Еще одна странная вещь, непохожая на то, что было в моей прежней школе: ребята в Кросс-маунтэт на удивление мало внимания уделяли сексу. Может быть, подсознательно боялись инцеста: ведь мы все жили одним домом, заменяли друг другу семью? Не знаю. Те немногие, кто завел пару, походили на образцово-показательную белую англо-саксонско-протестантскую супружескую чету средних лет, вроде тех, которые изображаются в каталогах Орвиса: они мирно гуляли по дорожкам, взявшись за руки; иногда клевали друг друга в щечку, желая спокойной ночи, да и то если ходили вместе год или два; иногда в знак взаимной симпатии бросались снежками.

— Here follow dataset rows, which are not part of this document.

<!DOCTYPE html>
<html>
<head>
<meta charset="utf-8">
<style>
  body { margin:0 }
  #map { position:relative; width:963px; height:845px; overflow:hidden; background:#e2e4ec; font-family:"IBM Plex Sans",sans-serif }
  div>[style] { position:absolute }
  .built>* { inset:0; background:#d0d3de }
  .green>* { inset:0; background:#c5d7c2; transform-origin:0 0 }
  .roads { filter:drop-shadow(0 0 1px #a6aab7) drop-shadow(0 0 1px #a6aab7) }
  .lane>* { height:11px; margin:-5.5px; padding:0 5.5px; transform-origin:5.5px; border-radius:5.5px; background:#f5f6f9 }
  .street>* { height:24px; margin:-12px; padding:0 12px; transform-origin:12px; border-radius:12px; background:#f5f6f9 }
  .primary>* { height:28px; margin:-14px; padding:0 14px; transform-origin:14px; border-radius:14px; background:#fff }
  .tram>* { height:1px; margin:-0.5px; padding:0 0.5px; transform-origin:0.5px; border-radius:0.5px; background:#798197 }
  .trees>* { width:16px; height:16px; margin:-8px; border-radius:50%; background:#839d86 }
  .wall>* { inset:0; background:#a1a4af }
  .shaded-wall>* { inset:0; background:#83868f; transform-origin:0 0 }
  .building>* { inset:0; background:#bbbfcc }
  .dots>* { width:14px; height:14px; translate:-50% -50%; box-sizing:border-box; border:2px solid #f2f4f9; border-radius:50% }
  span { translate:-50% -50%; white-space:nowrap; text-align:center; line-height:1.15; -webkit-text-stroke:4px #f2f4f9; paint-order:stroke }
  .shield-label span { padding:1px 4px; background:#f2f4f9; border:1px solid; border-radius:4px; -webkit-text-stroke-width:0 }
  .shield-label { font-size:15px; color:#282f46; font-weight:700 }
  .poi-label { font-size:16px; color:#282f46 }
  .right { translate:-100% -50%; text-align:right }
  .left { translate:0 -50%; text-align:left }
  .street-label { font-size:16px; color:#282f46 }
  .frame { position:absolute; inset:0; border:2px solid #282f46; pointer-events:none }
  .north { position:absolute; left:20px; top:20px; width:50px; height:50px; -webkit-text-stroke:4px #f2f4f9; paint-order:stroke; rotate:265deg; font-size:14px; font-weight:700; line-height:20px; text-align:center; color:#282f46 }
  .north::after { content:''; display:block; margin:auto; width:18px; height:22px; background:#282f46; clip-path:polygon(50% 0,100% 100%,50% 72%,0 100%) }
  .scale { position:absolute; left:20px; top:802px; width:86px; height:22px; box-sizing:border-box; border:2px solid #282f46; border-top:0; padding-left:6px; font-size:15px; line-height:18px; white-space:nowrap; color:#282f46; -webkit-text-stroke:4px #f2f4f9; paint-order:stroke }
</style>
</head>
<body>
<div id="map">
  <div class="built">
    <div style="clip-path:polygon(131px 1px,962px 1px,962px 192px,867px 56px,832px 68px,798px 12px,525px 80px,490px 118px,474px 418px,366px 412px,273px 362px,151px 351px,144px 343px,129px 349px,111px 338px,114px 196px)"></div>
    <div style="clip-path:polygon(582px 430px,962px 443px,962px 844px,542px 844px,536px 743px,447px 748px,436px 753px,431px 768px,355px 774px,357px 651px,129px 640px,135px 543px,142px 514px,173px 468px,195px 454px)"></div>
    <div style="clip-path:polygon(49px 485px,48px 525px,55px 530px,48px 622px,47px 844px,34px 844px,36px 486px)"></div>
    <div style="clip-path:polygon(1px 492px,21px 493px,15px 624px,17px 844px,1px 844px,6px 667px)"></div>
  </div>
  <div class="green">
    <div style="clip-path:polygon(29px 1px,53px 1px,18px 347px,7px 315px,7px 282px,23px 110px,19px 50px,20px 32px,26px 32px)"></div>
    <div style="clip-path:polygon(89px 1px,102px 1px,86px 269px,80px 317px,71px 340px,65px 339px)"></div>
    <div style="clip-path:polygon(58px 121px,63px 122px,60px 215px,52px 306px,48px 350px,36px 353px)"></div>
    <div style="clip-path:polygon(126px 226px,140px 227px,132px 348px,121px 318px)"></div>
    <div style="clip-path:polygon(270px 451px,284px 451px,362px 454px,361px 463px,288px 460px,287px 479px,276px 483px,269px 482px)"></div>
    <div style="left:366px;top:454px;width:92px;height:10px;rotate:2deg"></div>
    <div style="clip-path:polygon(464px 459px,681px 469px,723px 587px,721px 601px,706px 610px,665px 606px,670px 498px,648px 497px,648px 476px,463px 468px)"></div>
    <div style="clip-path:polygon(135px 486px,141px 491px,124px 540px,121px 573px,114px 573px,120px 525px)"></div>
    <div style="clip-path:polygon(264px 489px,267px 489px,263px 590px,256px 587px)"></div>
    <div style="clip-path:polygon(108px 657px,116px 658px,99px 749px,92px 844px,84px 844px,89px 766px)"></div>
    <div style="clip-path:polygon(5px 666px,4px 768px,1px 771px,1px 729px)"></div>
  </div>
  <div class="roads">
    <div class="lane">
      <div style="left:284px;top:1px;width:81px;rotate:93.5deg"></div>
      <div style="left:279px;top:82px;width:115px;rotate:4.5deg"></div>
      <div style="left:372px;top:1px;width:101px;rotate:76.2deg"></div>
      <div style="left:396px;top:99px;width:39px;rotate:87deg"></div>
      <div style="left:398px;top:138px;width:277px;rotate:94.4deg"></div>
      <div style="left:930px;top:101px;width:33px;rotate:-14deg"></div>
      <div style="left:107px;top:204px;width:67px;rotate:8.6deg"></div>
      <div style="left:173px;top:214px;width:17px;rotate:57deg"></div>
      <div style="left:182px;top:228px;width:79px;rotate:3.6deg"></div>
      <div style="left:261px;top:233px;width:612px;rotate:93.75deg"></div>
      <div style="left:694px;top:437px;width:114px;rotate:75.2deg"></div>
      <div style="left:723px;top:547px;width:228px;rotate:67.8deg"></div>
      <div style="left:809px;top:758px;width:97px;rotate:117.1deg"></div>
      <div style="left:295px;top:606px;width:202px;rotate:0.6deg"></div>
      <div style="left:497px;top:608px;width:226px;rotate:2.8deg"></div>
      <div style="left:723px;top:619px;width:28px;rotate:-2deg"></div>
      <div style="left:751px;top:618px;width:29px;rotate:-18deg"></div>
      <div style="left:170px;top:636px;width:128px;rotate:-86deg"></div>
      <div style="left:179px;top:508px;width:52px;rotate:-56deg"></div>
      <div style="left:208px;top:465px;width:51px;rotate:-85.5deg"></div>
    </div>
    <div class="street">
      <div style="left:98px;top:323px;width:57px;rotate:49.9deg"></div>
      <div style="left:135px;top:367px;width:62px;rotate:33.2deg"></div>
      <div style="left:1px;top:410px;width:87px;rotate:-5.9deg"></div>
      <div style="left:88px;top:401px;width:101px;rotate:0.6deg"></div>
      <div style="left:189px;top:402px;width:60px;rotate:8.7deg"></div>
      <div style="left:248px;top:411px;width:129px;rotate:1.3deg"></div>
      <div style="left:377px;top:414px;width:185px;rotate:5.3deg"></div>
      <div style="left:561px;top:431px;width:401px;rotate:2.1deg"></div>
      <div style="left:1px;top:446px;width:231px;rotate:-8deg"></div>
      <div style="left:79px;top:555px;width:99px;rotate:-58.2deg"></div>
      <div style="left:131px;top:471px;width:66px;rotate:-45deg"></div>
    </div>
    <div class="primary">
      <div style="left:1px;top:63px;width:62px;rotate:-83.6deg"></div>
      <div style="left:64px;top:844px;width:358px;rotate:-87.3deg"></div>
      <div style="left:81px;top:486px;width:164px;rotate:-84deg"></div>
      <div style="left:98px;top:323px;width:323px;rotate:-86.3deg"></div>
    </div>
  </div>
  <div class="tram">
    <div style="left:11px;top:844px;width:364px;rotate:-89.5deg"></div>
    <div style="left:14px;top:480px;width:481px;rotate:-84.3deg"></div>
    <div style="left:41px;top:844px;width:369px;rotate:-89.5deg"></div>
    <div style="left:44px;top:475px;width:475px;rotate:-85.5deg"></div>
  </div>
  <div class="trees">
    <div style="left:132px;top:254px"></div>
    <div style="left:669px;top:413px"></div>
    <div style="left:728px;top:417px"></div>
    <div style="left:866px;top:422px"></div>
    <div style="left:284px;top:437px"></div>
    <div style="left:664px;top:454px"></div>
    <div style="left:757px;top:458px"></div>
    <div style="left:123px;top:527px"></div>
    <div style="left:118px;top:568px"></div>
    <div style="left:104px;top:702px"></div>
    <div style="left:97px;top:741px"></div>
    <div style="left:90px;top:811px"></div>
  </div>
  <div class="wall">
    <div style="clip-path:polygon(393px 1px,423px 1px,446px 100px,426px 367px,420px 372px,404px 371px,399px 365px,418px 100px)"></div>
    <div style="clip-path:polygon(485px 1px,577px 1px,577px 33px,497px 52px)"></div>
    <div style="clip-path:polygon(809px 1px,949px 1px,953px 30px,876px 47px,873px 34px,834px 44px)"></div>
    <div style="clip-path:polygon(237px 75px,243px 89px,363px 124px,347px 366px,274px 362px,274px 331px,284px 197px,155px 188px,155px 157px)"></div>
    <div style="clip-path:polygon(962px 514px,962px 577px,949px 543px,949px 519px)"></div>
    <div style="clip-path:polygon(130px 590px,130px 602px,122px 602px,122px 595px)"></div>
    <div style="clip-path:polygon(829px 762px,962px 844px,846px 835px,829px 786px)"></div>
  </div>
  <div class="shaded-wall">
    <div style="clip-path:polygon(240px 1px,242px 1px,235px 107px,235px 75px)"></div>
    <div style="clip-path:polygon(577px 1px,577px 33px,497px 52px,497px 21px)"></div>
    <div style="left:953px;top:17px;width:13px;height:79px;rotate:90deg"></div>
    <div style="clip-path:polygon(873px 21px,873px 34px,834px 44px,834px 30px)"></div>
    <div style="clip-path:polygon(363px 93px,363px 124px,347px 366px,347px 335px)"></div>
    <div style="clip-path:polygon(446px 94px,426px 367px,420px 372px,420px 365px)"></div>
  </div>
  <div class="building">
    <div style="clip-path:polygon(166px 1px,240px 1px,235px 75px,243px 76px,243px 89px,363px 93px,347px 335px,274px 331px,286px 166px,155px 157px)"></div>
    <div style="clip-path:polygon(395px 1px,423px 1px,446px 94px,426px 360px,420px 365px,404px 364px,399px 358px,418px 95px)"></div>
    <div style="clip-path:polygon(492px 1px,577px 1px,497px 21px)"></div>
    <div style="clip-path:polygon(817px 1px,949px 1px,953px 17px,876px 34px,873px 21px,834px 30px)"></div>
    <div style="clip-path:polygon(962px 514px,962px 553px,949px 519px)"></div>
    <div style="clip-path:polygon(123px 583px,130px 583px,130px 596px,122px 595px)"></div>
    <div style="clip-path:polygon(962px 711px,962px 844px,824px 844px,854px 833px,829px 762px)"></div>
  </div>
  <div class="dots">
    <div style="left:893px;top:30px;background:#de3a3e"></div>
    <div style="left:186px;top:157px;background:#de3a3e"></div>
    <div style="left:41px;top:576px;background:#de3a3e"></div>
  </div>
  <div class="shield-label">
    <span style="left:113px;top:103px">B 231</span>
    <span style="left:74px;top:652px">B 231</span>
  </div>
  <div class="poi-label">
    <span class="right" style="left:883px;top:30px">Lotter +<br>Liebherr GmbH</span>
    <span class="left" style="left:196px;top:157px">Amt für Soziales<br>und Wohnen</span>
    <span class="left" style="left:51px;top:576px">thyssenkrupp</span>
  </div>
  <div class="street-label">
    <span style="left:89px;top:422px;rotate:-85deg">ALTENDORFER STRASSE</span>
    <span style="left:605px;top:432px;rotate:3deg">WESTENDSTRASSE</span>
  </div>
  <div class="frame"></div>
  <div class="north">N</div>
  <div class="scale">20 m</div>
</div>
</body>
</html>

В Хановерской средней школе пары сходились и расходились каждый месяц, мы без конца устраивали или обсуждали танцульки и вечеринки — а здесь, в Кросс-маунтэт, мы, прыткие ребята, которые лунными ночами вылезали через окно погулять, могли себе позволить лишь то, что у нас называлось «покурить вдвоем». Тот, у кого была сигарета, предлагал мальчику или девочке, которые ей или ему «нравились», обмен дымом «рот в рот»: курильщик выдыхал дым вам в рот, касаясь губ, а вы этот дым вдыхали. Было здорово. Но если бы кто-то за этот год дошел до чего-то более существенного, я бы прознала, уж поверьте.
И говорили мы о тех, кто нам «нравится», совсем, совсем по-другому, не так, как в прошлом году или в последующие годы моего отрочества. Не о том мы говорили, насколько далеко зашли или собираемся зайти, и не сплетничали о том, кто с кем ходит. Наши разговоры скорее походили на чинную беседу о мужьях и детях: такие веду я сейчас, в сорок лет, с другими мамашами на детской площадке. «Как Уилл: я слышала, он сегодня забил два гола? Интересно, сможете ли вы на следующий год пойти в одну и ту же школу?» И так далее. Странно [217] .
217
Не уверена, что такая ранняя зрелость свидетельствовала о хорошем здоровье, но могу точно сказать, что, имея в виду общий уровень недоедания и скверного ухода, нам чертовски повезло, что это не осложнялось сексом. На следующий год я убедилась, что разрывы часто сопровождались полным упадком сил и заканчивались пребыванием в лечебнице Маклинз. Когда твой друг или подруга заключают в себе всю твою семью, когда они целуют тебя на ночь, а утром садятся с тобой завтракать, привязанность превращается в настоящий симбиоз. В Кросс-маунтэт страсти двенадцатилетних подростков пресекались в корне, и все отношения мирно приходили к размеренному быту супружеских пар средних лет.